Work instructions: Every line of the entries with the word "Annotate" in it should be shown.

━━ Data provided

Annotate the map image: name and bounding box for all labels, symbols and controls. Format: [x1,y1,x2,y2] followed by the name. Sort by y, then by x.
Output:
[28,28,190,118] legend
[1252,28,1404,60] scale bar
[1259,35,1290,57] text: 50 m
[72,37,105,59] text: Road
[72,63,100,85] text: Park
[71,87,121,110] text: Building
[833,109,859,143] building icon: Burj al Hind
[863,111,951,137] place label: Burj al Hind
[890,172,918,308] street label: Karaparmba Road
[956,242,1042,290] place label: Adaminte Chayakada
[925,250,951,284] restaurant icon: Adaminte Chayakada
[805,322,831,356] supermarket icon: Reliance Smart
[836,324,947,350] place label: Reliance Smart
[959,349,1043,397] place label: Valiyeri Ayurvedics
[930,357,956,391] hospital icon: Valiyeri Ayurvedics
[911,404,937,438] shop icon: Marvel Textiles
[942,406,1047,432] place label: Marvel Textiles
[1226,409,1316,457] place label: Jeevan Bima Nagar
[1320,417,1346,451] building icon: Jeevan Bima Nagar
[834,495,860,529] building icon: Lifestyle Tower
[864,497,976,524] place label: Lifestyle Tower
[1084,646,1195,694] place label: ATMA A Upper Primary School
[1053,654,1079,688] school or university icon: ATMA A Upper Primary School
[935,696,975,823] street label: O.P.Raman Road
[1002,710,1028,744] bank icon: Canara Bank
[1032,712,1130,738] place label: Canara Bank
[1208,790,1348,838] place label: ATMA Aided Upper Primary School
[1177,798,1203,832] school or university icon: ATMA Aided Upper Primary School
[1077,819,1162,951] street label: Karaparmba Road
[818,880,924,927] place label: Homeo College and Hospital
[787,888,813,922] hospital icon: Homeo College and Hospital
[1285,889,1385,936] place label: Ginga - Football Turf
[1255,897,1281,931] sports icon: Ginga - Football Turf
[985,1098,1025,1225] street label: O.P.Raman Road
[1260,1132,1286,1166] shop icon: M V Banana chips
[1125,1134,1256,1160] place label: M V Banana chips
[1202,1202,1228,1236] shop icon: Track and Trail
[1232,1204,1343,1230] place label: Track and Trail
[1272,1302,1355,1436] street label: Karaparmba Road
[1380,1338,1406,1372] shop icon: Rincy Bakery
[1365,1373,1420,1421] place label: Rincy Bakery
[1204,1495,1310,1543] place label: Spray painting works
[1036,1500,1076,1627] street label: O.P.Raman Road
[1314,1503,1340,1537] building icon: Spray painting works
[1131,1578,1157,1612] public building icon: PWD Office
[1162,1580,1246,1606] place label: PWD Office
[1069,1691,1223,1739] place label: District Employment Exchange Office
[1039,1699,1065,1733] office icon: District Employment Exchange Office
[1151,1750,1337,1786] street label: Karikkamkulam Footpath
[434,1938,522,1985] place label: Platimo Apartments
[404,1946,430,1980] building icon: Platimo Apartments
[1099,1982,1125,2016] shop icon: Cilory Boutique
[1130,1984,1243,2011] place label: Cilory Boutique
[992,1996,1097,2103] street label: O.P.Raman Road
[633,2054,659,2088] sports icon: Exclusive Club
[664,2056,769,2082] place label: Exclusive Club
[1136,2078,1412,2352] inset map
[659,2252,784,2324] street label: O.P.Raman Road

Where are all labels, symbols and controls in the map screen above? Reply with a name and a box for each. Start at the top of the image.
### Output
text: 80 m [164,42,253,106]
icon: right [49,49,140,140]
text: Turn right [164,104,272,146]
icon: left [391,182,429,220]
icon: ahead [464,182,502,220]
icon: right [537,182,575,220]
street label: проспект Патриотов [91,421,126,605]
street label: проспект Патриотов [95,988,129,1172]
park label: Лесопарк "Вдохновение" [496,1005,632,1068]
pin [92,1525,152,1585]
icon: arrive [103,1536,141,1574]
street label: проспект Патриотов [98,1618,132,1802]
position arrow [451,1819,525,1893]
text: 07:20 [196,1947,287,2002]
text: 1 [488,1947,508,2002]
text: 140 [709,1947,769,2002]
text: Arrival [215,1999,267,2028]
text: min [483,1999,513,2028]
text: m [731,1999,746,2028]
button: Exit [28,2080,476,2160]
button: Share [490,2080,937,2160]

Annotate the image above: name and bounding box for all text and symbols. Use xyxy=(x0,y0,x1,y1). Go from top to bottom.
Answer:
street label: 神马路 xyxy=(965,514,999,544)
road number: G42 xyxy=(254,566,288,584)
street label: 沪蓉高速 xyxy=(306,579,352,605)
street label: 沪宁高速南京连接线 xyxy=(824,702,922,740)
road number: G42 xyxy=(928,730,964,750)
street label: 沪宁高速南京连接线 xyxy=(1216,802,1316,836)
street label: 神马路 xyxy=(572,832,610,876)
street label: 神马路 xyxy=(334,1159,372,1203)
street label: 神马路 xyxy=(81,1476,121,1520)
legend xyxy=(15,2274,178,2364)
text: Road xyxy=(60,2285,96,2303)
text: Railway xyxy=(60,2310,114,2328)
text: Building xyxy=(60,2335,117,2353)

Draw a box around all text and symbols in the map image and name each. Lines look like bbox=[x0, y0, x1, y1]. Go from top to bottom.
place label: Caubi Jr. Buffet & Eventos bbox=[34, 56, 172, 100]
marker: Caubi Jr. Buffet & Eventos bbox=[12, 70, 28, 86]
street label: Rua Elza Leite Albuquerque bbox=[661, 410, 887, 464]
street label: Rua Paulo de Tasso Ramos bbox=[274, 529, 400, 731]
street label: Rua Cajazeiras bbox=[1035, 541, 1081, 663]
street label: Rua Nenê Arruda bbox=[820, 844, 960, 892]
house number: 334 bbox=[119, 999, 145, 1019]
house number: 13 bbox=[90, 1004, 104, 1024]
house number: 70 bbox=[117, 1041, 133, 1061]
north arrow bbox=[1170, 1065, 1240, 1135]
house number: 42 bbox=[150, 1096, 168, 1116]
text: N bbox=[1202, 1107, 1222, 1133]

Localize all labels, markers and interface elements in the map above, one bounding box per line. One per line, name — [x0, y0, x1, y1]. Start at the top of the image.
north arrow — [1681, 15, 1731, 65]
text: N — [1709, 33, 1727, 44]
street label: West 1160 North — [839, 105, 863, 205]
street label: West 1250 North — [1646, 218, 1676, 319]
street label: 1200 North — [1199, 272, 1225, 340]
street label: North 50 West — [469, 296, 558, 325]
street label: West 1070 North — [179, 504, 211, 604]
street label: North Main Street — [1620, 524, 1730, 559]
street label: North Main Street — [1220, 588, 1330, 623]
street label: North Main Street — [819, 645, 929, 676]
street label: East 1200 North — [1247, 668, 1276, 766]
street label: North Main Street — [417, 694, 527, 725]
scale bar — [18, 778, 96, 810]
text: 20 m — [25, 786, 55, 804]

━━━━

Result for this exercise:
Annotate the map image: name and bounding box for all labels, symbols and controls. Format: [x1,y1,x2,y2] followed by the name. Sort by y, then by x.
Annotate the image above: name and bounding box for all text and symbols. Use xyxy=(x0,y0,x1,y1). Go from top to bottom.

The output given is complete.